Excerpts from a dataset:
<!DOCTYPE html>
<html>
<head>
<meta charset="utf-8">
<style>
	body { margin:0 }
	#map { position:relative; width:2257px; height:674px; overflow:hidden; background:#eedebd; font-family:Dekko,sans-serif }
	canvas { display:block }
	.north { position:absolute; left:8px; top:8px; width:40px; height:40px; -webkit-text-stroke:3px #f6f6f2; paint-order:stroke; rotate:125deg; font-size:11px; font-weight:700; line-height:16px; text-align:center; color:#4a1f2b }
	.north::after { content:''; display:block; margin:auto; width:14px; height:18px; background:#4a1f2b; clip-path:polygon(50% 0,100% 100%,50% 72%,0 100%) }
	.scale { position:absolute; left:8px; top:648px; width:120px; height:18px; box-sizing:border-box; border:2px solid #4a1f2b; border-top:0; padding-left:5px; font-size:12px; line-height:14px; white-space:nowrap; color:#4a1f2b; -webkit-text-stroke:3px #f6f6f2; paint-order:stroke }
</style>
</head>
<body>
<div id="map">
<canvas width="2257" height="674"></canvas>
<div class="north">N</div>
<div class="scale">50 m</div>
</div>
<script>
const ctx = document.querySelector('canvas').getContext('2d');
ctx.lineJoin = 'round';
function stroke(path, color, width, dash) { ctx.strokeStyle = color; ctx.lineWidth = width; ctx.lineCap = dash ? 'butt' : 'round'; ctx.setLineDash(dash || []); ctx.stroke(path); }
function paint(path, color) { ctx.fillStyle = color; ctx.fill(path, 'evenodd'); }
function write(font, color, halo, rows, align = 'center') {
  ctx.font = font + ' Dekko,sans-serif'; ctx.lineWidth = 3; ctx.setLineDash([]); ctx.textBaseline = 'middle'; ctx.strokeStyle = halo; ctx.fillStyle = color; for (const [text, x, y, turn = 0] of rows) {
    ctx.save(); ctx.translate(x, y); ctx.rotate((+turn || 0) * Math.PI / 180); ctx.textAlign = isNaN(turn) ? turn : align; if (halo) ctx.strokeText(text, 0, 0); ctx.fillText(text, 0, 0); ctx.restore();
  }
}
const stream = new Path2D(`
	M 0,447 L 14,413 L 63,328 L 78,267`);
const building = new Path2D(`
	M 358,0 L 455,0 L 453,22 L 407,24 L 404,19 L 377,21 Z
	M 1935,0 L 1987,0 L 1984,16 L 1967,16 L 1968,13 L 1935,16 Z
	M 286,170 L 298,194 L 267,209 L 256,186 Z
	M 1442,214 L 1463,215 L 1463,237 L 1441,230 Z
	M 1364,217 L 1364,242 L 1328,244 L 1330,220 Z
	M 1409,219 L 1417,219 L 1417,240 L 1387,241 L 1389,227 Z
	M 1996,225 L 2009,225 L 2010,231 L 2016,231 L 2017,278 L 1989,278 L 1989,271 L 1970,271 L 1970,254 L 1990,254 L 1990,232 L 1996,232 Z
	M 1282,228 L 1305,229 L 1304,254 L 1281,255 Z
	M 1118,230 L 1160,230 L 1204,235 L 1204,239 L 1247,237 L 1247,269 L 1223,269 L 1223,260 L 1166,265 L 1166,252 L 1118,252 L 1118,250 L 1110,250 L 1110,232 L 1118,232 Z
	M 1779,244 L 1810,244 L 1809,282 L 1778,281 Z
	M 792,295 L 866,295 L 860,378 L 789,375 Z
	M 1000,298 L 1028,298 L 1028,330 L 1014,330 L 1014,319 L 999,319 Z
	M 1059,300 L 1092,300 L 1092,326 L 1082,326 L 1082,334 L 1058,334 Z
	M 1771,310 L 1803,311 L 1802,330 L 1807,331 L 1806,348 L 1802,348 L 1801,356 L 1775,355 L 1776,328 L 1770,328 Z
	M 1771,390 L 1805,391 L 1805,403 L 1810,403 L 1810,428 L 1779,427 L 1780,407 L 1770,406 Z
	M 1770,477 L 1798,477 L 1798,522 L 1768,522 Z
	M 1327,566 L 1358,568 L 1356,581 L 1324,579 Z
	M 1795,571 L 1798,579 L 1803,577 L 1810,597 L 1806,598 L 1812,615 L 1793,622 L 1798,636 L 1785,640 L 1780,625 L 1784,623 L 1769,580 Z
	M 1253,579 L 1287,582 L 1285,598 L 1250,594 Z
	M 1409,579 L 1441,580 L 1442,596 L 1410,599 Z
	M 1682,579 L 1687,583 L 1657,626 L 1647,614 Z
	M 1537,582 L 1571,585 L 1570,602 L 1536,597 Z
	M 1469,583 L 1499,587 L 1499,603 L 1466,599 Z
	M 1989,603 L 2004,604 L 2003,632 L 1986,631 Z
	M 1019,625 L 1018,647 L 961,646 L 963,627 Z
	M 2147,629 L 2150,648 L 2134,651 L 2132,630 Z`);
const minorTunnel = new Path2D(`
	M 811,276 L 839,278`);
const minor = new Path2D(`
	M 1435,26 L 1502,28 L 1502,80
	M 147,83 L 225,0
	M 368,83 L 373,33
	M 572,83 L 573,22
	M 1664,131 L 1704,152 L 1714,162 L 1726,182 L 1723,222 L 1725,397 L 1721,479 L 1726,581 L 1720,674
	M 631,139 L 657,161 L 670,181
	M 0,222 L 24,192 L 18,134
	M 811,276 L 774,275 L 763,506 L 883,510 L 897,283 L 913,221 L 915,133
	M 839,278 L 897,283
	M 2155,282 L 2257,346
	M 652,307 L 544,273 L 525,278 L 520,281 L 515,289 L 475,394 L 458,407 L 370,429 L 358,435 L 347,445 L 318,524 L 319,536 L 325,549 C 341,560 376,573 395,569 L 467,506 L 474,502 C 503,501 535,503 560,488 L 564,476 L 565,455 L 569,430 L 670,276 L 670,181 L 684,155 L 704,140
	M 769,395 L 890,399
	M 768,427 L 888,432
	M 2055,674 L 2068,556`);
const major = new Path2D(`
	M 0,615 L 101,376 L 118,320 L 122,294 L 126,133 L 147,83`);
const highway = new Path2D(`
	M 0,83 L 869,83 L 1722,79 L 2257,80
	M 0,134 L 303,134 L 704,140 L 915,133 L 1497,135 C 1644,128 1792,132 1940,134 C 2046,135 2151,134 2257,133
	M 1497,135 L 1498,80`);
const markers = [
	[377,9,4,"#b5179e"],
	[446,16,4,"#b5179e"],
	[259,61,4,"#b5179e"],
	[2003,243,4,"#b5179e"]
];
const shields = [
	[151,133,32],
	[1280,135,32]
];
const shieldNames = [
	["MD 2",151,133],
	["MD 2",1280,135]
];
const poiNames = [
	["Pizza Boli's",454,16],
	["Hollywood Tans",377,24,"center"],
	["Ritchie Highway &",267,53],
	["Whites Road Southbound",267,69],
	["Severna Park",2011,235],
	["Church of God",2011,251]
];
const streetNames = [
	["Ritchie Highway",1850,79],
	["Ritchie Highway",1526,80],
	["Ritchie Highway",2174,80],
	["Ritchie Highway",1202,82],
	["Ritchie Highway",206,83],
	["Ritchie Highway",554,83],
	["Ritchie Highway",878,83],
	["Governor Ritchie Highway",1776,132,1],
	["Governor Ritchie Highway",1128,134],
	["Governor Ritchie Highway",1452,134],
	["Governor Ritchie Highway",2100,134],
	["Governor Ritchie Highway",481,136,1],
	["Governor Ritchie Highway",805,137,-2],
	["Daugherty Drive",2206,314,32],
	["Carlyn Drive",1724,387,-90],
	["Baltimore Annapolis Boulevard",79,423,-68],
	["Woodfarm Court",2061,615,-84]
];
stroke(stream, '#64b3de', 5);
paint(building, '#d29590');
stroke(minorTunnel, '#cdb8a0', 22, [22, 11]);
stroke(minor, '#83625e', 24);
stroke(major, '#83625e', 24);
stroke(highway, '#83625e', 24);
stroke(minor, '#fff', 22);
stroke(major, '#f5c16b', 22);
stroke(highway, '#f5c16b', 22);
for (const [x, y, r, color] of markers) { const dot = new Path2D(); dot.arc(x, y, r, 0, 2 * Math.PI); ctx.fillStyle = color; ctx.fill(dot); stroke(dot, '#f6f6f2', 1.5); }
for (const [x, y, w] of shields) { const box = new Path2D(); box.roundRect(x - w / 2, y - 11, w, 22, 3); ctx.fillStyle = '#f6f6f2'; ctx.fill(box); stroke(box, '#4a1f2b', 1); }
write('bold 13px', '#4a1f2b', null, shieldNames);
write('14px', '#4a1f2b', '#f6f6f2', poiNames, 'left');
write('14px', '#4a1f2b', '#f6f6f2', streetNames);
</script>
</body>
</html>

Task brief:
Transcribe only the lines from the beginning of the entries to the line with "position:absolute; left:8px; top:8px;", inclusive, exactly as written.

Written reply:
<!DOCTYPE html>
<html>
<head>
<meta charset="utf-8">
<style>
	body { margin:0 }
	#map { position:relative; width:2257px; height:674px; overflow:hidden; background:#eedebd; font-family:Dekko,sans-serif }
	canvas { display:block }
	.north { position:absolute; left:8px; top:8px; width:40px; height:40px; -webkit-text-stroke:3px #f6f6f2; paint-order:stroke; rotate:125deg; font-size:11px; font-weight:700; line-height:16px; text-align:center; color:#4a1f2b }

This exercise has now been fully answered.